Your task — Look for the word "dots" in the entries and copy each line where it appears.

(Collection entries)
==========
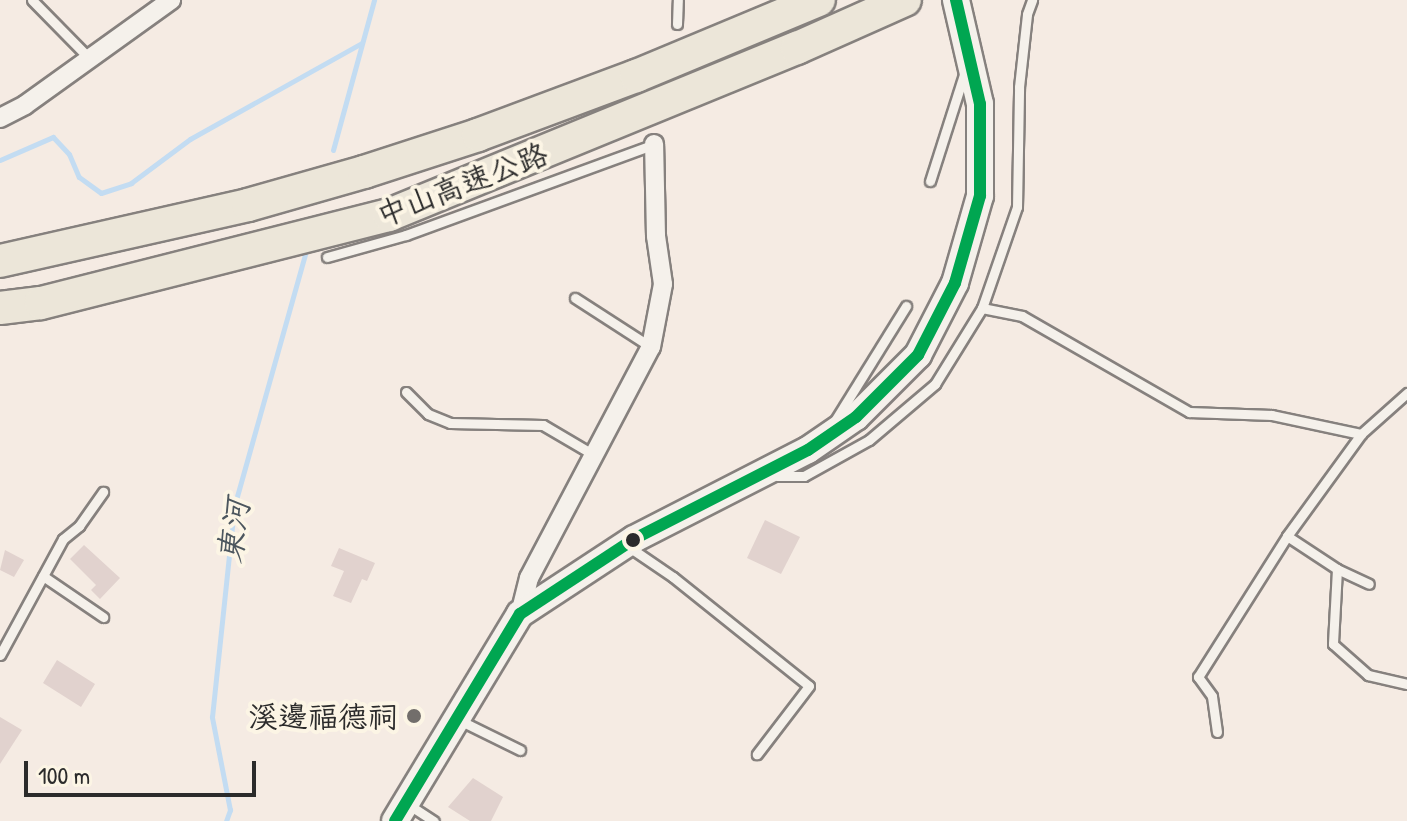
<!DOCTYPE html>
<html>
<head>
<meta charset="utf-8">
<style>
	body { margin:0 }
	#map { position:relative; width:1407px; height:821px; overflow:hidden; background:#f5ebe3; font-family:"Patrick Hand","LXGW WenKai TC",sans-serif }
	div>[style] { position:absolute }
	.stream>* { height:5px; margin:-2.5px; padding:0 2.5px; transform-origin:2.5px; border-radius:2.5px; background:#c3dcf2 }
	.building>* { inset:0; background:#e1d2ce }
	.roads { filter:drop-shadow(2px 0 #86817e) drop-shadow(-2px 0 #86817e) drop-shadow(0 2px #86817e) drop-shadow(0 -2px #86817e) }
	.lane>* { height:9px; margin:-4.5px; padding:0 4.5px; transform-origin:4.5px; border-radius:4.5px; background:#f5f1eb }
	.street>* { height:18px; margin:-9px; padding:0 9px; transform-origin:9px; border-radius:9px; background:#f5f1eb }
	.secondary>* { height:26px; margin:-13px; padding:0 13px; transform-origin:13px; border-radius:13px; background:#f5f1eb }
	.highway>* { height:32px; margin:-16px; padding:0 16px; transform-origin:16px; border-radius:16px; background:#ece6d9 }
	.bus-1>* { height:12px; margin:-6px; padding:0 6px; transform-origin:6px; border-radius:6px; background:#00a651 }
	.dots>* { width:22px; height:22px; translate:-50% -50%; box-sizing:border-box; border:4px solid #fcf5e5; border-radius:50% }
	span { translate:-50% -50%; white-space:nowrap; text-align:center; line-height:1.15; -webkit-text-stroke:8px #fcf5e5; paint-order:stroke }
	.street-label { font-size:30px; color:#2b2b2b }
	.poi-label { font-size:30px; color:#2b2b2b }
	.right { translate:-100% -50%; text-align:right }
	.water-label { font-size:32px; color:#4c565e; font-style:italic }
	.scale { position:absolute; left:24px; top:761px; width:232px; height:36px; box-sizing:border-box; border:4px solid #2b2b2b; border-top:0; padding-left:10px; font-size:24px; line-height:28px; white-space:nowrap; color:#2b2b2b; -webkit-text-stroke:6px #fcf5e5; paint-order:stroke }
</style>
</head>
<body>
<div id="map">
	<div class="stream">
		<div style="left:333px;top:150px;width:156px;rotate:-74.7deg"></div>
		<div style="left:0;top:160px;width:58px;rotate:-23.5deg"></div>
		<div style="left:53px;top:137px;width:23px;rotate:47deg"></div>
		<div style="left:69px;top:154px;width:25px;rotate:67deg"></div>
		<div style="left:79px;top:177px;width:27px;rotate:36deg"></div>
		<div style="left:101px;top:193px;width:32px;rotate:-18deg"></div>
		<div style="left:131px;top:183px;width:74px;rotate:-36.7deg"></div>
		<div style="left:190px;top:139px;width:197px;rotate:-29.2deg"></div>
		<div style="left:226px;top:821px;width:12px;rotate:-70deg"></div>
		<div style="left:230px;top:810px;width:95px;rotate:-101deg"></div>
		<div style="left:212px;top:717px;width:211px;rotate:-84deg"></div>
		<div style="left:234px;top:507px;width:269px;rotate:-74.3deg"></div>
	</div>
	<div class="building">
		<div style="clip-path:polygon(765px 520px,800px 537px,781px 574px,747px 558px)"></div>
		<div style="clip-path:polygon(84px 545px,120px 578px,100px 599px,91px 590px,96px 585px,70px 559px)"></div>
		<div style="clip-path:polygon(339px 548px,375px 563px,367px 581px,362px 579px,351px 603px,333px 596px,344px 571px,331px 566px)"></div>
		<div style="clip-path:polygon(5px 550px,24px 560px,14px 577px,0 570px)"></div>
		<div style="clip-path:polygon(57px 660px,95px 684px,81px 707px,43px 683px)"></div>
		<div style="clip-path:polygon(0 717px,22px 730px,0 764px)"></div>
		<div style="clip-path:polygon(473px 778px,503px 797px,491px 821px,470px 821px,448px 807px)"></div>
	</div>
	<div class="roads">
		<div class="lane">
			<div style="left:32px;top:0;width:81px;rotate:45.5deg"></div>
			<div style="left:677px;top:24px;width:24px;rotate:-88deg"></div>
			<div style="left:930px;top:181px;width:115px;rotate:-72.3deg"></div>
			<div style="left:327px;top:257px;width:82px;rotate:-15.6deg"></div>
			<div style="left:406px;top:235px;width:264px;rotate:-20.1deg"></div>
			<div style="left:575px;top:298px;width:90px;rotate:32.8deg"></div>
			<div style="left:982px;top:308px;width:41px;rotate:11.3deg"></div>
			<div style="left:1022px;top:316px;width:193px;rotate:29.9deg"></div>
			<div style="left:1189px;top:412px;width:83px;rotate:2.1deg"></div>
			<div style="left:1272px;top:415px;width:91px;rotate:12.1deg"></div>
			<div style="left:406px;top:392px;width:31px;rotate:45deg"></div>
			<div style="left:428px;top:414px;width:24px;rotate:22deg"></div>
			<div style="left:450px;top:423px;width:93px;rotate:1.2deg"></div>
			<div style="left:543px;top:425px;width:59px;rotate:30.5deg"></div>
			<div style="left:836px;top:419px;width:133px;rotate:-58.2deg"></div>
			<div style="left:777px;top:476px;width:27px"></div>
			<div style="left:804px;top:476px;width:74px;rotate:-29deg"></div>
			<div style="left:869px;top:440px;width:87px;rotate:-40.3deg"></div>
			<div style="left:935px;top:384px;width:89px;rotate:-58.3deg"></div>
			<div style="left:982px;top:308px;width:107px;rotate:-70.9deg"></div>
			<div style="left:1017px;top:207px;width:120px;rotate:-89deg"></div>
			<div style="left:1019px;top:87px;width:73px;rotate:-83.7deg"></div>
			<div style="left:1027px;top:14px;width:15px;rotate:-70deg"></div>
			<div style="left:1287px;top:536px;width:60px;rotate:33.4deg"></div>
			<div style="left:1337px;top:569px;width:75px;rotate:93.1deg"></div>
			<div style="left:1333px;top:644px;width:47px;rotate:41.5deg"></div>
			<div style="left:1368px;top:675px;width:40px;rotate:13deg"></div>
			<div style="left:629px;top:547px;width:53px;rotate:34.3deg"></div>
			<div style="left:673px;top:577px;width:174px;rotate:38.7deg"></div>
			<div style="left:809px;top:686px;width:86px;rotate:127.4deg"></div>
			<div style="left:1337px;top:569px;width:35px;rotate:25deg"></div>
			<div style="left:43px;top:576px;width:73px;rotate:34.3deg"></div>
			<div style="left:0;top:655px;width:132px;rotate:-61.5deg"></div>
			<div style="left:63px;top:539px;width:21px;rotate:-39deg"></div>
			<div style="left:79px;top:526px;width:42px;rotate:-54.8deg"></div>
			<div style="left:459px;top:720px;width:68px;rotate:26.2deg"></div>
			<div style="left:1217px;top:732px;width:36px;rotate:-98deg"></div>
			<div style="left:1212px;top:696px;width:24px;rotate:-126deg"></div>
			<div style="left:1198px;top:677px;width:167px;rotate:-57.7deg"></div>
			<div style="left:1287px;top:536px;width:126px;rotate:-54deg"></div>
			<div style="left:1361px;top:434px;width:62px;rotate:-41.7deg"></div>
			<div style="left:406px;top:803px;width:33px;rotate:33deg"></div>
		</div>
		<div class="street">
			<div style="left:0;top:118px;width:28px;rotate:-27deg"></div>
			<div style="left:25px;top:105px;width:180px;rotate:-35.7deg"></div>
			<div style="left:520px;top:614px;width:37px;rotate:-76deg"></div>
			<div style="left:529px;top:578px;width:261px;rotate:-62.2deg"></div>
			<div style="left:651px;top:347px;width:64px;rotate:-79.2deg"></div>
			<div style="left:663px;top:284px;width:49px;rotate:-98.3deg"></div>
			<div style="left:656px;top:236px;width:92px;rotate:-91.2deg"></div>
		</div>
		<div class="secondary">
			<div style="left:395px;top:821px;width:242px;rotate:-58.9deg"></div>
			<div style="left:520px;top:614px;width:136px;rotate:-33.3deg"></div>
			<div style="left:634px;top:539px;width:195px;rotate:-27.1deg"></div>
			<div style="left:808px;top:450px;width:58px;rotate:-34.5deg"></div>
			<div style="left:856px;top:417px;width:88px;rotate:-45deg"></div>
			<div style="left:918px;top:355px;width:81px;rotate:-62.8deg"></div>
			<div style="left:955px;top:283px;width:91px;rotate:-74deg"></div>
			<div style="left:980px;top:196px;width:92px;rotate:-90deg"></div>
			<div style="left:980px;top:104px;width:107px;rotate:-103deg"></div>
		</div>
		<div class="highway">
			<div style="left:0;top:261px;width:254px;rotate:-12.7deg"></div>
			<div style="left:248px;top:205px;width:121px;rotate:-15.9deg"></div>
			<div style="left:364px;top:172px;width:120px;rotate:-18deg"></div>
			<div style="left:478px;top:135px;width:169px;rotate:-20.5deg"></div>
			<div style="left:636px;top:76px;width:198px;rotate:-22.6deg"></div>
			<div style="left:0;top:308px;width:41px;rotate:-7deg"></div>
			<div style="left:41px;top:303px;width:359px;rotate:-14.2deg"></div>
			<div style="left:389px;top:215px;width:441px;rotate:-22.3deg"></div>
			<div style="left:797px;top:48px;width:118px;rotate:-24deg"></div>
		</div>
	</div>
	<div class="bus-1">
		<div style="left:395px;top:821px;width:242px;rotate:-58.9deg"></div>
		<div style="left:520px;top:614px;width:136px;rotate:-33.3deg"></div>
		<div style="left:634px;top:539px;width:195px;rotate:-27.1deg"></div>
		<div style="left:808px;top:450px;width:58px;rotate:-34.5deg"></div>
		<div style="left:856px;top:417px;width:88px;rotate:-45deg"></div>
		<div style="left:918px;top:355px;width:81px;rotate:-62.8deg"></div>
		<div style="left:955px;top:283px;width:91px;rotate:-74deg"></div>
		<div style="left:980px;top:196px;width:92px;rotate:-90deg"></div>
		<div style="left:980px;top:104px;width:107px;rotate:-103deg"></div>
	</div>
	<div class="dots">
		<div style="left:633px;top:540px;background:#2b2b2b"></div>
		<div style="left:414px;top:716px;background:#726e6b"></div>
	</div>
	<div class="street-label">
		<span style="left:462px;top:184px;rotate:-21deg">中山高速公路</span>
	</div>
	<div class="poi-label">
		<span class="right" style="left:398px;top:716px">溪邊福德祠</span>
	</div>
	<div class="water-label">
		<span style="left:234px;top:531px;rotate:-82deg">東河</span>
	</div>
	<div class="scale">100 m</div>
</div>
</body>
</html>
==========
Expected output —
	.dots>* { width:22px; height:22px; translate:-50% -50%; box-sizing:border-box; border:4px solid #fcf5e5; border-radius:50% }
	<div class="dots">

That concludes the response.